Uscita dal regime, facoltativa od obbligatoria 
I contribuenti che applicano il regime forfetario possono fuoriuscirne volontariamente, optando per l'applicazione dell'Iva e delle imposte sul reddito nei modi ordinari. L'opzione deve essere comunicata con la prima dichiarazione da presentare dopo la scelta operata; è valida per almeno un triennio e, trascorso il periodo minimo, resta valida per ciascun anno successivo, fino a quando ne permane la concreta applicazione.
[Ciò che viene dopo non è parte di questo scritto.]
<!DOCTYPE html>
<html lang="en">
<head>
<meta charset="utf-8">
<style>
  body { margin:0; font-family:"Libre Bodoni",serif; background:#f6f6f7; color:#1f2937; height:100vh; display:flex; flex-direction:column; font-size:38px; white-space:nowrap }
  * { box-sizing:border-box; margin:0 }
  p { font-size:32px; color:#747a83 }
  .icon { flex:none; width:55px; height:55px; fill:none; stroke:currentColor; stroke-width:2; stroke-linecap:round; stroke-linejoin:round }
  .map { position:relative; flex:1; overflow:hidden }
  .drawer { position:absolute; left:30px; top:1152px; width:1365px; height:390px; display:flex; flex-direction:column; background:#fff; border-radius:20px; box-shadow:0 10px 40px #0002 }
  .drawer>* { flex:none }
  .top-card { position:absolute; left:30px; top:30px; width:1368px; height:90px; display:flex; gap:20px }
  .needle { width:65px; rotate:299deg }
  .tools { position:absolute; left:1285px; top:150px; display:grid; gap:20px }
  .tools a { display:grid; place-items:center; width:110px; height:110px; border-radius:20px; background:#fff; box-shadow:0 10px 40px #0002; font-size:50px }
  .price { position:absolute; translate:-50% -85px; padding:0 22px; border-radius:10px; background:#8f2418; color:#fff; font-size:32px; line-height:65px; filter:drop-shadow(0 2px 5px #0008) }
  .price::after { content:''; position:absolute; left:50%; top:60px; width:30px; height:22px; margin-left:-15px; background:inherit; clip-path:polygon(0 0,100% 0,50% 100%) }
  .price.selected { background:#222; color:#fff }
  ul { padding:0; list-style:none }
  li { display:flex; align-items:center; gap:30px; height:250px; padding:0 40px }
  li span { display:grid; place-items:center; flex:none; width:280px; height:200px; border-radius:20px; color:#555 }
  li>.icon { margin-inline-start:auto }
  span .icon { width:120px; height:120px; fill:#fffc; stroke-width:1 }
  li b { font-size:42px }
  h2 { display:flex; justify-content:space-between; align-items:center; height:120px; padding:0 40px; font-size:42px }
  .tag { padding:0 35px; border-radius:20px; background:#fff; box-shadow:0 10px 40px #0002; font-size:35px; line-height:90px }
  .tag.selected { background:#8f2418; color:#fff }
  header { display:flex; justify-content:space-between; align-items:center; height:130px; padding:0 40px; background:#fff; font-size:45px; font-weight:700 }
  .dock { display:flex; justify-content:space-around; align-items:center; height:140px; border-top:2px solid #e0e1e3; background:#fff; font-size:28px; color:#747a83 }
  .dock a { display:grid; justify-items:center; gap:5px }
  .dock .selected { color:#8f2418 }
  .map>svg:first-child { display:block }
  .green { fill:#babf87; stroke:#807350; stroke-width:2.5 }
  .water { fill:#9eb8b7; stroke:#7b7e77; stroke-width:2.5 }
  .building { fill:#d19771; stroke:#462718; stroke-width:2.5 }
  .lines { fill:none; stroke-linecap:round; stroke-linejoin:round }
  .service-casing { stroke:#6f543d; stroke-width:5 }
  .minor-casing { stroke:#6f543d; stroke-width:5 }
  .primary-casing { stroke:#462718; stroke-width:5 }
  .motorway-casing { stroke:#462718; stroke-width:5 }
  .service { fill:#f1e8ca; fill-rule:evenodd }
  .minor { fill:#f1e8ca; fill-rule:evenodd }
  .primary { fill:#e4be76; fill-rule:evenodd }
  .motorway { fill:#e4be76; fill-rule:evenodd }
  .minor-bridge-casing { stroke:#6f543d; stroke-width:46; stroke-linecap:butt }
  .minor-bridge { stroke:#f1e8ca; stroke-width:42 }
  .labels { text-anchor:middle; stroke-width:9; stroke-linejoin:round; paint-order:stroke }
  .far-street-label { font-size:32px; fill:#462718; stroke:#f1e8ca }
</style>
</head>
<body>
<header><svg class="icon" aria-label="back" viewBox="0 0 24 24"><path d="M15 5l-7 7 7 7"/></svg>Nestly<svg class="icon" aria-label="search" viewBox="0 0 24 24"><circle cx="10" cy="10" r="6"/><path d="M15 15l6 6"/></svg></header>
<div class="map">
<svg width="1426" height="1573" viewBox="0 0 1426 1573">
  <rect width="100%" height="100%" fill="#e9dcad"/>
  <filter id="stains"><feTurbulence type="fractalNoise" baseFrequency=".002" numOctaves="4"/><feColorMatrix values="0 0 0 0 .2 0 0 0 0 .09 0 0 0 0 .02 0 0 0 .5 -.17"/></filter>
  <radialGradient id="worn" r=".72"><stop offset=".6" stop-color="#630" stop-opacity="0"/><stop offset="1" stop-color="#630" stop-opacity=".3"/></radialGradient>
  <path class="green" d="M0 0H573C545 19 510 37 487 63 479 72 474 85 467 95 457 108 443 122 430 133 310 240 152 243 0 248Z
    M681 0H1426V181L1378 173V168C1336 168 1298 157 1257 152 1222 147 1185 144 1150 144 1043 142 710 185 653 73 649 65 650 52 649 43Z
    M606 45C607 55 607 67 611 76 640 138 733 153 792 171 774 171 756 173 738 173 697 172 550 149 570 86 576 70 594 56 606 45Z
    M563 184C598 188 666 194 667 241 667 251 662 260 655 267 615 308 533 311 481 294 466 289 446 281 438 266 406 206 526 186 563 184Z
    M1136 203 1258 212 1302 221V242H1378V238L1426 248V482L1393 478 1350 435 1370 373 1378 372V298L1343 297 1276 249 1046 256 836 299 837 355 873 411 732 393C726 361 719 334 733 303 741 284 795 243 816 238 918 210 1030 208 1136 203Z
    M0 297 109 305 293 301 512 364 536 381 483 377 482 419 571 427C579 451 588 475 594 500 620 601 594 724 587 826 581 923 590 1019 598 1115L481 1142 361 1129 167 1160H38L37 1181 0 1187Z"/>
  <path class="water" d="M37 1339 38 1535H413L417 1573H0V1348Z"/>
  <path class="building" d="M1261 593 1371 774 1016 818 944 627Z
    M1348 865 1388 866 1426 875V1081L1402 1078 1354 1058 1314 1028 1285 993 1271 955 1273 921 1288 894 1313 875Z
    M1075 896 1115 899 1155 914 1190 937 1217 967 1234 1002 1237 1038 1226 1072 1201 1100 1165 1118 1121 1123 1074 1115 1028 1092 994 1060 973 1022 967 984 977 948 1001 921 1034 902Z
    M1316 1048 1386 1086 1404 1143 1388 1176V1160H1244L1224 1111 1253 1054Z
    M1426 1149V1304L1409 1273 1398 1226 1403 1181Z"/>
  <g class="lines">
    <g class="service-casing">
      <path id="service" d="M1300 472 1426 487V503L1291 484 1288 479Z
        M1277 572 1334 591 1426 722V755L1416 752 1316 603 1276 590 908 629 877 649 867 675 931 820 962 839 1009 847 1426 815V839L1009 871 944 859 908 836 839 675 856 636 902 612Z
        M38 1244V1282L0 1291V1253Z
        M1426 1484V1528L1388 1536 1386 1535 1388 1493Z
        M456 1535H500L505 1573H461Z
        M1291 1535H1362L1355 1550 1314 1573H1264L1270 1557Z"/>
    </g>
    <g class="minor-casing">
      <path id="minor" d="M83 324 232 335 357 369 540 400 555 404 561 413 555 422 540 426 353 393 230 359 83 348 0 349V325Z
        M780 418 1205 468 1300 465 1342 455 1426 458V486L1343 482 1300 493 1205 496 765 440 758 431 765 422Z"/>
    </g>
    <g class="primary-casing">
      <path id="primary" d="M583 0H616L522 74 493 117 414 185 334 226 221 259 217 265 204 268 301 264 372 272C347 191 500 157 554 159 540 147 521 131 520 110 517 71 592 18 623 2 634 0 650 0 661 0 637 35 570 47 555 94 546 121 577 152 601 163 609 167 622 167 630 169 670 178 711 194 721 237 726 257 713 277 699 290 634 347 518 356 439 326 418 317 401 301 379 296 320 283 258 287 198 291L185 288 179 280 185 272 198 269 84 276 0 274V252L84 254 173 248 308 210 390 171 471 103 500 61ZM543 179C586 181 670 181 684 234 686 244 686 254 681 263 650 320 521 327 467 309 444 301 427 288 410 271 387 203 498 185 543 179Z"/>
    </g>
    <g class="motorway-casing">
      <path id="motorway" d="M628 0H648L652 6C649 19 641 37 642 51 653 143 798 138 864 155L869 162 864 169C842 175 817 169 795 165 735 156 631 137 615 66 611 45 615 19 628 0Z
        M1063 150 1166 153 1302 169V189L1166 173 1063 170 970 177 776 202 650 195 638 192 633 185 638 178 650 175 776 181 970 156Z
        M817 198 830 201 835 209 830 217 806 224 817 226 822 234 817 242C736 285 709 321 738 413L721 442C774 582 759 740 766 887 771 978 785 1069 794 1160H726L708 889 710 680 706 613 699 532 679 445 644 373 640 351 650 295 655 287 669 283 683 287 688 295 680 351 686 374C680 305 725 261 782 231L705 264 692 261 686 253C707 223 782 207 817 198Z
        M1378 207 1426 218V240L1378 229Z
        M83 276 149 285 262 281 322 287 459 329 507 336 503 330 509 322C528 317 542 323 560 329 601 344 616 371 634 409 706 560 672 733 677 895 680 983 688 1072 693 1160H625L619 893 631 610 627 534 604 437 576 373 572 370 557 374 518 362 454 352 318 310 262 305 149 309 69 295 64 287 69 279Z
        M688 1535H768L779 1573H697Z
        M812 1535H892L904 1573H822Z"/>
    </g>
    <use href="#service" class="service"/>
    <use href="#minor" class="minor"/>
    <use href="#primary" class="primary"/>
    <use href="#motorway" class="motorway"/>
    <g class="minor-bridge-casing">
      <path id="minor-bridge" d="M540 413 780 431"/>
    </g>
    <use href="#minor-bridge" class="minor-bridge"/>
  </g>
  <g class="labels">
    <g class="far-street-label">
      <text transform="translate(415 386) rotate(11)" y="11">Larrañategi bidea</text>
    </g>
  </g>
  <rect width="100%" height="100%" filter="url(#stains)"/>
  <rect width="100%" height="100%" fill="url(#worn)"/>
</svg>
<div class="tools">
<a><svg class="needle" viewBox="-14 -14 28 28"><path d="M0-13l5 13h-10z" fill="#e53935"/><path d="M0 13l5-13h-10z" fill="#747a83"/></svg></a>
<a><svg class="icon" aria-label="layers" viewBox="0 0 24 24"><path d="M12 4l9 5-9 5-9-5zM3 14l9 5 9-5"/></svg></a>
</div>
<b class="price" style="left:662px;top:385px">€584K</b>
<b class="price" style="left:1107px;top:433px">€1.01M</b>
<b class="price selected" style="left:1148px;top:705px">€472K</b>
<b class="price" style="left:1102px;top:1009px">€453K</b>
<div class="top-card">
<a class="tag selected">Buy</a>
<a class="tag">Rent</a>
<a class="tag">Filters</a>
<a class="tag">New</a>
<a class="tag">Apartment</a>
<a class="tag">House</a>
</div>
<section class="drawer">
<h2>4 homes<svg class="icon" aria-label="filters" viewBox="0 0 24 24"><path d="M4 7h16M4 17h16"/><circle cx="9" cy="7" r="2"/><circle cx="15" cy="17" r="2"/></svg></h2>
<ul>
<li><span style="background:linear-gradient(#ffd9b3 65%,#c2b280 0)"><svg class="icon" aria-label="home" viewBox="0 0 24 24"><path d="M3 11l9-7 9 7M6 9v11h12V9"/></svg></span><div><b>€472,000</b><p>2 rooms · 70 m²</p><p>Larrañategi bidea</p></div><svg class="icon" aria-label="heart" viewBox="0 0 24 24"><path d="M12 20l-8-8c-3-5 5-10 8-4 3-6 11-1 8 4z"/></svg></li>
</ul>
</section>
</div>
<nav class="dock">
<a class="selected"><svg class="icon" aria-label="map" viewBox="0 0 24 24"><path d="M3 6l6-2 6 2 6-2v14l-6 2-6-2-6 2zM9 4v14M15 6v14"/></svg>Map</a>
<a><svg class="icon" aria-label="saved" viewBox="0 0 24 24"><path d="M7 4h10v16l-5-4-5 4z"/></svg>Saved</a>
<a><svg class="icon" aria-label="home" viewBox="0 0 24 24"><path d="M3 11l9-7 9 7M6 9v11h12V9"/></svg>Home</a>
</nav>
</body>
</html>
Quando invece viene meno uno dei requisiti per accedere al regime forfetario o si verifica una delle cause di esclusione, il regime agevolato cessa di avere effetto dall'anno successivo: il contribuente sarà tenuto a tutti gli adempimenti relativi all'applicazione del regime ordinario (ad esempio, l'istituzione dei registri contabili e l'addebito dell'Iva).

Rilevanza del reddito forfetario
Per il reddito determinato secondo i criteri del regime forfetario non spettano le detrazioni per tipologia di reddito posseduto (articolo 13 del Tuir), mentre lo stesso rileva, va cioè sommato al reddito complessivo, ai fini della verifica del limite reddituale per il riconoscimento delle detrazioni per carichi di famiglia (articolo 12, comma 2, del Tuir).